**WORK REQUEST:**
Scan the material below for "Math", then return each line that contains it.

**EXTRACTED MATERIAL:**
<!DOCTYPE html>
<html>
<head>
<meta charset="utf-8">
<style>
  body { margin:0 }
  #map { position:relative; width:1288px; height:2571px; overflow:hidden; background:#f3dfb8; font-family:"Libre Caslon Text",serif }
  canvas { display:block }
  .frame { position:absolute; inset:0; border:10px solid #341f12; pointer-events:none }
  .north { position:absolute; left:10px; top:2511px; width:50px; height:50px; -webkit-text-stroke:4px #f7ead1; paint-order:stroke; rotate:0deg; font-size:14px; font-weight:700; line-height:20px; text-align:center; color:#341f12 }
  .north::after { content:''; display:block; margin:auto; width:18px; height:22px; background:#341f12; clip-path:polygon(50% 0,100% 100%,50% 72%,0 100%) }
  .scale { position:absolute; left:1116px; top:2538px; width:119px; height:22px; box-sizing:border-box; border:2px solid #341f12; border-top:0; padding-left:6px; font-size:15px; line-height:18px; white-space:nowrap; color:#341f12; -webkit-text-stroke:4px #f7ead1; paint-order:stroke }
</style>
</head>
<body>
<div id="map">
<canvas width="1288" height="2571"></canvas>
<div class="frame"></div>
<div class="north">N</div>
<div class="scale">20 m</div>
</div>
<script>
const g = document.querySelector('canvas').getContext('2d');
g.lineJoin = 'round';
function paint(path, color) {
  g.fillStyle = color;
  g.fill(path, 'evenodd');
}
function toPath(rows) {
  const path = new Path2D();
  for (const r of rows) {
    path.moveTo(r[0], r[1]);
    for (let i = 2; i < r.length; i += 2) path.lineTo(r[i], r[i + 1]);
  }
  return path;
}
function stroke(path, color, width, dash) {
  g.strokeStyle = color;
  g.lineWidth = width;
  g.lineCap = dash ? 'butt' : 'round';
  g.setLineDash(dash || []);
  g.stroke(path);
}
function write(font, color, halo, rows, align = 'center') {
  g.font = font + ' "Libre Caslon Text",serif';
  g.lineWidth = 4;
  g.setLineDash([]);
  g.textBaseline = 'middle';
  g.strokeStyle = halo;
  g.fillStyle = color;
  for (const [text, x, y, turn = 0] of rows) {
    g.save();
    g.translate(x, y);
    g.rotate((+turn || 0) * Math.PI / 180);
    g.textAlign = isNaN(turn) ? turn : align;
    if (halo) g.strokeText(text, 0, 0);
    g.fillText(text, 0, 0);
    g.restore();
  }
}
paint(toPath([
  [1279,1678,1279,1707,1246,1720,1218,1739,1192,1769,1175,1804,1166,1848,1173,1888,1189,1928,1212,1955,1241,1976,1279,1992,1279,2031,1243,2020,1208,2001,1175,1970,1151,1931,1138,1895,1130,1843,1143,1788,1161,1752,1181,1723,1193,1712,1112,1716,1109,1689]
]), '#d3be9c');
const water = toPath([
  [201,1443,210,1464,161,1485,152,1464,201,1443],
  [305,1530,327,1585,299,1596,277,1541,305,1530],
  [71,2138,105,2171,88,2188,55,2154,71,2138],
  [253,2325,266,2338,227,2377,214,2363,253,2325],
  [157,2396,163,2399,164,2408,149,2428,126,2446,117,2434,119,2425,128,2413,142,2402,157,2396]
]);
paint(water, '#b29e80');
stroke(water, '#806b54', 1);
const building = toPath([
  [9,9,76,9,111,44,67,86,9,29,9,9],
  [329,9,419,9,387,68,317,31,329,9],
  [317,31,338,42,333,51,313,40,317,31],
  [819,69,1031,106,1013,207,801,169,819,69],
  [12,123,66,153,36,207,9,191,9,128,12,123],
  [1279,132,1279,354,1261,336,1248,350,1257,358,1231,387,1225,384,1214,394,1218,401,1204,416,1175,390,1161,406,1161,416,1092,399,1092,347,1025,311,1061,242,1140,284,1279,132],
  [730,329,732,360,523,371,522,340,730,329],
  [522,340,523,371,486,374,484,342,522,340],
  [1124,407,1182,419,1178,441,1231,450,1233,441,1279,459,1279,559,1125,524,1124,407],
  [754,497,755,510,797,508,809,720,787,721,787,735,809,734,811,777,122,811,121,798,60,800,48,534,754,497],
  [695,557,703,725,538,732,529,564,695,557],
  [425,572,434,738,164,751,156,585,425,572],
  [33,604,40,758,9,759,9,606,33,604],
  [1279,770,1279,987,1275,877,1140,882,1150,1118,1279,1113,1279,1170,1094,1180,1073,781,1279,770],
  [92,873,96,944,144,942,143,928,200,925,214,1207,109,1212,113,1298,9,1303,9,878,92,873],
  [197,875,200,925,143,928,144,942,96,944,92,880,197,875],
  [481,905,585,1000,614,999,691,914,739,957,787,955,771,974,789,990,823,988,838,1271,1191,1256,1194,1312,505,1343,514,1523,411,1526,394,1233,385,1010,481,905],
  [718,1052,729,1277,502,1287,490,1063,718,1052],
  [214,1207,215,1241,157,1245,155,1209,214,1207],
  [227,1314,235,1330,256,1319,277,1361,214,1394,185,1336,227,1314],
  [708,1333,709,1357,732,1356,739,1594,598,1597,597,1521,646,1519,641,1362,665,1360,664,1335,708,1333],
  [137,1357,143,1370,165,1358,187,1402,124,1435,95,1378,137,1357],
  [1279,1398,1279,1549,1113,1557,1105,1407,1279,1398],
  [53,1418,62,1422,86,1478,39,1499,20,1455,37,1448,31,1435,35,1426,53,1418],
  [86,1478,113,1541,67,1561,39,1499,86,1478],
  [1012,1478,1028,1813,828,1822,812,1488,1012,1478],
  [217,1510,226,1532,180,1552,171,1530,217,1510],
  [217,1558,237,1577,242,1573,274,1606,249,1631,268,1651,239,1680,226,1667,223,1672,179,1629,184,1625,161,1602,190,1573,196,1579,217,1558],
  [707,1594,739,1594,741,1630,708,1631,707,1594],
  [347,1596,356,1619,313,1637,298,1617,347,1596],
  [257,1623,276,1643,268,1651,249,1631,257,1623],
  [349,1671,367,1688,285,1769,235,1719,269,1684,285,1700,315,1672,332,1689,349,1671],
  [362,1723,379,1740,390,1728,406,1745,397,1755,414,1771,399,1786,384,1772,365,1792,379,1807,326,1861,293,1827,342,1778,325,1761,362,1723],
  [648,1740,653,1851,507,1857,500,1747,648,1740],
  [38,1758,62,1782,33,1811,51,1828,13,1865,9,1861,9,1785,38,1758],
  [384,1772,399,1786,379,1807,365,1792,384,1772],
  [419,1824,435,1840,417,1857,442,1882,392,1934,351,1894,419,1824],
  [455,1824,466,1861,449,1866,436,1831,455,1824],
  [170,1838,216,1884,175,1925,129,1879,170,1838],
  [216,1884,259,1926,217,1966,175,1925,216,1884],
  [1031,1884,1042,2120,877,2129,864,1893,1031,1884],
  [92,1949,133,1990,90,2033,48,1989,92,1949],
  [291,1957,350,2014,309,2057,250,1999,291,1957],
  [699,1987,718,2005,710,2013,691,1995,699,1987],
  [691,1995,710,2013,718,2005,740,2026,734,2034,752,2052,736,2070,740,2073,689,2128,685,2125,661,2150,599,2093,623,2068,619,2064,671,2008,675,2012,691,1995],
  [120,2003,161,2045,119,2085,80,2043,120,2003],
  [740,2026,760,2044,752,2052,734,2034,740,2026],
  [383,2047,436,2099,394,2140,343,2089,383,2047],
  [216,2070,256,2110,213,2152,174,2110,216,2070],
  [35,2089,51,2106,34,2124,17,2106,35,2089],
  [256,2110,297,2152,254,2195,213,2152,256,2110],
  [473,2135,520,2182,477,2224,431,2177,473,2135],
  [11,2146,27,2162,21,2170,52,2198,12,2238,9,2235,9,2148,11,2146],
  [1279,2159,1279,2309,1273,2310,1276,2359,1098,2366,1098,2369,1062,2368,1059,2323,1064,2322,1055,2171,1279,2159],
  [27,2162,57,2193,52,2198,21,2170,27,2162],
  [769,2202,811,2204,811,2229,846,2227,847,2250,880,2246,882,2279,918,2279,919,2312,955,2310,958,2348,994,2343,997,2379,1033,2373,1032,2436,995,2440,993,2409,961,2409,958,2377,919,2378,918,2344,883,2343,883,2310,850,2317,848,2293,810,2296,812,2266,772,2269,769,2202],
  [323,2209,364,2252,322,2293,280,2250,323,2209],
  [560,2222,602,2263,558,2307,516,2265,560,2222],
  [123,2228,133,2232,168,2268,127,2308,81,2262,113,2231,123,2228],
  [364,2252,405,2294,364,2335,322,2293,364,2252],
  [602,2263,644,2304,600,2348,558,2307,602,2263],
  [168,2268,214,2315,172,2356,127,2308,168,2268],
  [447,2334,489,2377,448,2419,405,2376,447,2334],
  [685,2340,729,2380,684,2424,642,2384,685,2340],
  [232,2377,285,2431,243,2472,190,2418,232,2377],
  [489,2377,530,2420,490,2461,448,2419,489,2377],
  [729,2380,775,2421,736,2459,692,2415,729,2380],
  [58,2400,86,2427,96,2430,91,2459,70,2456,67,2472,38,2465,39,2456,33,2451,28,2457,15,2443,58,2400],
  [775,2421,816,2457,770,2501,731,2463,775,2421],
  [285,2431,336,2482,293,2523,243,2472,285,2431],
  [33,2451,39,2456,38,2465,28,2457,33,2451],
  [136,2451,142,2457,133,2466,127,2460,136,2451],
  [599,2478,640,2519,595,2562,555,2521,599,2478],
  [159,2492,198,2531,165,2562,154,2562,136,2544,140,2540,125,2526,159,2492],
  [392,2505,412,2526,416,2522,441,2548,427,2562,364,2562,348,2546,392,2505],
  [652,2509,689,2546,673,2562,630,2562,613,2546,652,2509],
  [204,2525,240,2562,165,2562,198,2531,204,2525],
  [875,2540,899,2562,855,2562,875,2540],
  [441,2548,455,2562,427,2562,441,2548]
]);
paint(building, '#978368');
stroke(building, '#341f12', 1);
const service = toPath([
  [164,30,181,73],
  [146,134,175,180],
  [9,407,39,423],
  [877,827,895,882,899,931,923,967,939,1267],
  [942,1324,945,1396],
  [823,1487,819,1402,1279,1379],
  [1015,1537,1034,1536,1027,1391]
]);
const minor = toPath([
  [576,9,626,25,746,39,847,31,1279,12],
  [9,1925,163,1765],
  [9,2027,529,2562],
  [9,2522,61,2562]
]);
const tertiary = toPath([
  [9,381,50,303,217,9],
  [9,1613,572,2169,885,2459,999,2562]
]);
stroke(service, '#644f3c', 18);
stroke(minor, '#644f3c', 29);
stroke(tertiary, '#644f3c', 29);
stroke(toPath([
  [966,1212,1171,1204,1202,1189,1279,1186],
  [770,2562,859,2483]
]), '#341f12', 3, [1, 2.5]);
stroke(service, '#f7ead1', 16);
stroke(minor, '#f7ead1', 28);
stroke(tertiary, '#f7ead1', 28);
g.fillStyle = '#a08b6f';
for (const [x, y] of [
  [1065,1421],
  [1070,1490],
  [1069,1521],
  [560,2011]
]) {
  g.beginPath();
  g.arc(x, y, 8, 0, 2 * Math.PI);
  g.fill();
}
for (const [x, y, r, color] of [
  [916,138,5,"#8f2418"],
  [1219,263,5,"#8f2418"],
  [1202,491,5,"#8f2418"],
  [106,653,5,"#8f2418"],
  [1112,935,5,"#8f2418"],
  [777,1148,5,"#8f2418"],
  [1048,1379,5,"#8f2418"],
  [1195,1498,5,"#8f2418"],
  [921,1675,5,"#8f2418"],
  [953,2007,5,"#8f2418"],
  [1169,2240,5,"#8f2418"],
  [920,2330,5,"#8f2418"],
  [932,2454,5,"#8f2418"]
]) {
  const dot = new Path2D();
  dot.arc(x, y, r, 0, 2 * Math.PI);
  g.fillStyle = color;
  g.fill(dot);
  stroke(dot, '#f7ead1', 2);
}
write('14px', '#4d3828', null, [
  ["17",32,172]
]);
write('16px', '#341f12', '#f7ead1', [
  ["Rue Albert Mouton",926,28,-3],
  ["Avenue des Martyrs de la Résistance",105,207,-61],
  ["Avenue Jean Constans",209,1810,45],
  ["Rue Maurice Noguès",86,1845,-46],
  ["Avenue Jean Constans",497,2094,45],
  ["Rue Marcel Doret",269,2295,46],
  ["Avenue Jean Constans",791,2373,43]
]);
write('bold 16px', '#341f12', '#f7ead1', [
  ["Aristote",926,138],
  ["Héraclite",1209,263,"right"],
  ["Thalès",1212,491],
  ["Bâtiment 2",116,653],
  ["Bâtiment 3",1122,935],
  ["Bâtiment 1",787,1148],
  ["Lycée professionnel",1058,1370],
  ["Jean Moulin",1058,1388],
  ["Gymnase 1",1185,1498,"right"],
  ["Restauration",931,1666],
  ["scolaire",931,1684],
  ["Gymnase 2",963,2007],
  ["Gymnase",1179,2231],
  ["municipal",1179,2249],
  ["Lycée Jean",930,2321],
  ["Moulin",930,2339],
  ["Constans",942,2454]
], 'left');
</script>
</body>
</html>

**COMPLETED TASK:**
    g.rotate((+turn || 0) * Math.PI / 180);
  g.arc(x, y, 8, 0, 2 * Math.PI);
  dot.arc(x, y, r, 0, 2 * Math.PI);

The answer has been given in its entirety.